In a corner near the dining table, Aklilu's sister, Tsehainesh, 42, sat beside a small ceramic charcoal burner, agitating coffee beans in a saucepan. Her hairstyle, traditional and magnificent, had taken three hours, she told me, adding with a smile that she did it only for special occasions. The delicious smell of roasting coffee filled the air.
Coffee-making is a ceremony, among Eritreans, it turns out, with its own formal rules.
The coffee is brewed in a long-necked clay jug, into which a wad of straw is wedged to catch the grounds when it is poured. It is served in tiny porcelain cups of which the guest must drink three, praising the quality each time.
The process takes an hour or more and in the pace resides much of the meaning. As we nibbled on popcorn and chatted, Tsehainesh explained that making coffee which is always the woman's task because "men don't know how to do it" was only for visitors who were not in a hurry.
"If someone is in a hurry," she said, "I make tea."
"We miss our family and our country," Aklilu added, "but when we do this, it reminds us of home."
Later, we feasted on a chicken stew - the local name is a tsebhi - which sang with a chilli spice called berbere. We tore off chunks of the slightly spongy sourdough yeasted flatbread called injera, and used them in lieu of utensils to pick up mouthfuls of the delicious food, including a dish of braised green beans.

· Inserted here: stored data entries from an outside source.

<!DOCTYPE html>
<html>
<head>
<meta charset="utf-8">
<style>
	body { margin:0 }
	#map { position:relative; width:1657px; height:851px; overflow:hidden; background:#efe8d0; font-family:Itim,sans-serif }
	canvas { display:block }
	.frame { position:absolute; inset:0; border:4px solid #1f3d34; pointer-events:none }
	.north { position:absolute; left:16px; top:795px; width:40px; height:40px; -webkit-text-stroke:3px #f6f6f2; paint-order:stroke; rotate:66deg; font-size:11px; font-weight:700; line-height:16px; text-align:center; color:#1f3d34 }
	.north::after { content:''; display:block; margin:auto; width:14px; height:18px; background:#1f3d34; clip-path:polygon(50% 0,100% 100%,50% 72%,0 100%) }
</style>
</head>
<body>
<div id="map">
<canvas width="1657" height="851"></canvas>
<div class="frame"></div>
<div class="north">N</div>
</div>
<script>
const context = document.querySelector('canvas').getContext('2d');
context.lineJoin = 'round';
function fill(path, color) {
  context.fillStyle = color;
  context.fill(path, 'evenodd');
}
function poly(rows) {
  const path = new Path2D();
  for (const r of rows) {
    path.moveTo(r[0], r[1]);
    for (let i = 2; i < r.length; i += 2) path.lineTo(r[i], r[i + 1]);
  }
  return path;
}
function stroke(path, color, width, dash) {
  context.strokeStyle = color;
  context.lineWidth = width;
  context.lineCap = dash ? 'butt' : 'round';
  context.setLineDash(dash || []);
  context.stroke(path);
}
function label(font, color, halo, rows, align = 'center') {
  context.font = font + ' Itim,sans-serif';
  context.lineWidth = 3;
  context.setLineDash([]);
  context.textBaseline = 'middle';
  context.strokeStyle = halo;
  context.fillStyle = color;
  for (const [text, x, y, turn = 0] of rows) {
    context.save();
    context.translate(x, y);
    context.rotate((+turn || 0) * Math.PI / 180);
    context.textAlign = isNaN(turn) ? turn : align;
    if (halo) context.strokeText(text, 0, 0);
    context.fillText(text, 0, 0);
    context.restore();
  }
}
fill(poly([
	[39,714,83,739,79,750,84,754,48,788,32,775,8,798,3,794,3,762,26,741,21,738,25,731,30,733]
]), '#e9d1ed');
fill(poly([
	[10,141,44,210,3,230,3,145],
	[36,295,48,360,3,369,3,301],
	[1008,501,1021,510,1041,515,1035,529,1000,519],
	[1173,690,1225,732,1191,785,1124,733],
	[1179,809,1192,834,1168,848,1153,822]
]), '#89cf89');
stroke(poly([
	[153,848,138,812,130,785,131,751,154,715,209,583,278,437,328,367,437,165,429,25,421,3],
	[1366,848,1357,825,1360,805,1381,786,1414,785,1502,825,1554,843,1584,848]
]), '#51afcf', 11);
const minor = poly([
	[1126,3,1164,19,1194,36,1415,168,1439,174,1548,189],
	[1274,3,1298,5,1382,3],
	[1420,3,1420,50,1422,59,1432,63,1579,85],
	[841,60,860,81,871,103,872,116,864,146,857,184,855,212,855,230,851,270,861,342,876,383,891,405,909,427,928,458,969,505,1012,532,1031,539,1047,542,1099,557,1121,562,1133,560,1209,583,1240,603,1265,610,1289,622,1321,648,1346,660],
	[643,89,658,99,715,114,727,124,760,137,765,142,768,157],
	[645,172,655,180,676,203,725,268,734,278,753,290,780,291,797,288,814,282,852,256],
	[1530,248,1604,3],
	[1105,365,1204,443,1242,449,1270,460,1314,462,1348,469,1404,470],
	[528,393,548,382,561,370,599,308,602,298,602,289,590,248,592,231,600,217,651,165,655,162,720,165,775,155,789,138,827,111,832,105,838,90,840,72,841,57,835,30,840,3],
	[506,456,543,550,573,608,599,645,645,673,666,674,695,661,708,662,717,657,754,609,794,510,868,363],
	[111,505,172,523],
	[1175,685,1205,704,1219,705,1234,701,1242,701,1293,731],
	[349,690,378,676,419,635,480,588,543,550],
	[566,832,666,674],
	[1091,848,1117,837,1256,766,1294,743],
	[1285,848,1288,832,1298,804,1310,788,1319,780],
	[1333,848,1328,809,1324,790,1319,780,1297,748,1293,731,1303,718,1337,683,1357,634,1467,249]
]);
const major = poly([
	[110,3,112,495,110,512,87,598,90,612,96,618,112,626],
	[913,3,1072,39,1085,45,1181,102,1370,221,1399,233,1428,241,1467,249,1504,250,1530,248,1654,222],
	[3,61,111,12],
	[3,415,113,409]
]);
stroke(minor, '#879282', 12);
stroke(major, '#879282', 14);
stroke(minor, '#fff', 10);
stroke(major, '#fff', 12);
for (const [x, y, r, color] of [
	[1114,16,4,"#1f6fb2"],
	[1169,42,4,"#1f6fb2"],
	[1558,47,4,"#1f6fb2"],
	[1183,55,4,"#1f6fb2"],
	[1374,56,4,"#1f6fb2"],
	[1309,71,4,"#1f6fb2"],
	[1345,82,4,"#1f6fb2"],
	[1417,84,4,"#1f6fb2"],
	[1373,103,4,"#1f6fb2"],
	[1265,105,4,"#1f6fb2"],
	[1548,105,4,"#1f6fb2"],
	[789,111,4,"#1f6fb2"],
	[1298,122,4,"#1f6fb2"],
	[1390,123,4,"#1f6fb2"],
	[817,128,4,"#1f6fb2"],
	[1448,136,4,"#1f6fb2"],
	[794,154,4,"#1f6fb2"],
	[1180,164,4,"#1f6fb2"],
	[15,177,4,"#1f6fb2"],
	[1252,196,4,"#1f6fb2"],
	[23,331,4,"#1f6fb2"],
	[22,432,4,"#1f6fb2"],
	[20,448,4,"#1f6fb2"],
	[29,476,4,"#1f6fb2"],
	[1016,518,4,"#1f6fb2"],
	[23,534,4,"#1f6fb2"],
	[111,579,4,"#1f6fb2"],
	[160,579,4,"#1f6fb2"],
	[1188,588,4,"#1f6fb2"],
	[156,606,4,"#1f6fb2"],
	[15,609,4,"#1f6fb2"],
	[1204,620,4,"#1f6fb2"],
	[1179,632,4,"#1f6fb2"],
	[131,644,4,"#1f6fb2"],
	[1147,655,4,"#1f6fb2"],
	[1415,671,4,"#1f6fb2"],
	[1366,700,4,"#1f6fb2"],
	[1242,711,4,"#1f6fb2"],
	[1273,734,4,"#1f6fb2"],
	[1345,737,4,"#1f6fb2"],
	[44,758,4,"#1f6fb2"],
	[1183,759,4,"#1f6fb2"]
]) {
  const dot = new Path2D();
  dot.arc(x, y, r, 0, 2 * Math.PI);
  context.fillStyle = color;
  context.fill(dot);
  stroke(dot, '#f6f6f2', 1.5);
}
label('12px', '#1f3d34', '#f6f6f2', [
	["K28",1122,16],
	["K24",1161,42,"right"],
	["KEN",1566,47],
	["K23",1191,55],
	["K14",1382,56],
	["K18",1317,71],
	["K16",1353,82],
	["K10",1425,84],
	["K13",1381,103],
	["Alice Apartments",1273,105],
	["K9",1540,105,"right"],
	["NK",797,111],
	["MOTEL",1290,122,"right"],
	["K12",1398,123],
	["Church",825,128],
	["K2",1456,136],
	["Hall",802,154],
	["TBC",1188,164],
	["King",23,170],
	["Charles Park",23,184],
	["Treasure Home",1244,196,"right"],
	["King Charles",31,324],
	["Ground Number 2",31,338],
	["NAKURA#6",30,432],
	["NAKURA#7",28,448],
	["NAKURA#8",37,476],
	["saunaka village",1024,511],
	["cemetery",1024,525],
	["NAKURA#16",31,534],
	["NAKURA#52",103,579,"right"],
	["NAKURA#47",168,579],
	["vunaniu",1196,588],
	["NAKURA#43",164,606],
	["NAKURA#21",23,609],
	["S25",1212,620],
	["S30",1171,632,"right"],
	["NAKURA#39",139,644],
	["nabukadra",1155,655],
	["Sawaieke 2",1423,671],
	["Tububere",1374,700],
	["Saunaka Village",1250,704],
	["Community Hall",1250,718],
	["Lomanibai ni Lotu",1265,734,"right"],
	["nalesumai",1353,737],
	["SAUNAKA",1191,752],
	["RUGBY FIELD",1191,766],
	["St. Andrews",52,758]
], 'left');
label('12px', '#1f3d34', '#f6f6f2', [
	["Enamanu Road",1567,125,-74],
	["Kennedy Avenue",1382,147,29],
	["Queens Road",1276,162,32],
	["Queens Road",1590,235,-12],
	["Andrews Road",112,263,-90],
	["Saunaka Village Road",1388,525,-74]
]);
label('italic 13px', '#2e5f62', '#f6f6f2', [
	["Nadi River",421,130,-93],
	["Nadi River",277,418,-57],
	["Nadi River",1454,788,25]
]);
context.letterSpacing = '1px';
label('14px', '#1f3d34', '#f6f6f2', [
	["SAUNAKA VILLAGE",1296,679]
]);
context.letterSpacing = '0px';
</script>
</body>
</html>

The sister and brother, who arrived in 1995 and 1998 respectively, speak excellent English. They speak Arabic, too, a legacy of time spent in Sudan as refugees from the wars with Ethiopia that consumed 30 of the 39 years between 1961 and 2000 and killed 300,000 on both sides.
Out of respect for their guest, they rarely lapsed into their native language, Tigrinya, though Aklilu's button-cute, pigtailed daughter Hermella used it to summon her father urgently to the bedroom, to see the tiny baby, Hosanna, who had just woken.
In the corner of the lounge, a big-screen television was playing a programme direct from Eritrea, pulled in by a satellite decoder: school children took part in a quiz and later came a cultural event, with dancing and singing and stringed instruments like lyres.
Aklilu explained that it was important to him that his children and his three nieces Yohanna, Samrawit and Million kept in contact with their culture.
"It's very easy to lose your culture and identity in a new country," he said, "and losing your identity is losing yourself.
"We are not saying that we don't want to integrate, but to completely assimilate is to lose your soul and spirit.
"We are proud New Zealanders but protecting and maintaining our culture is very important to us."
For that reason, community cohesion is important to expatriate Eritreans, Aklilu explained. They throw everything at independence day celebrations in May, and other multicultural events, and they are quick to offer support at celebrations by expatriate Ethiopians.
War may have been a way of life once, but national boundaries vanish in this distant land.
"We get on well together," Aklilu said. "We know there is no use fighting about something you cannot change."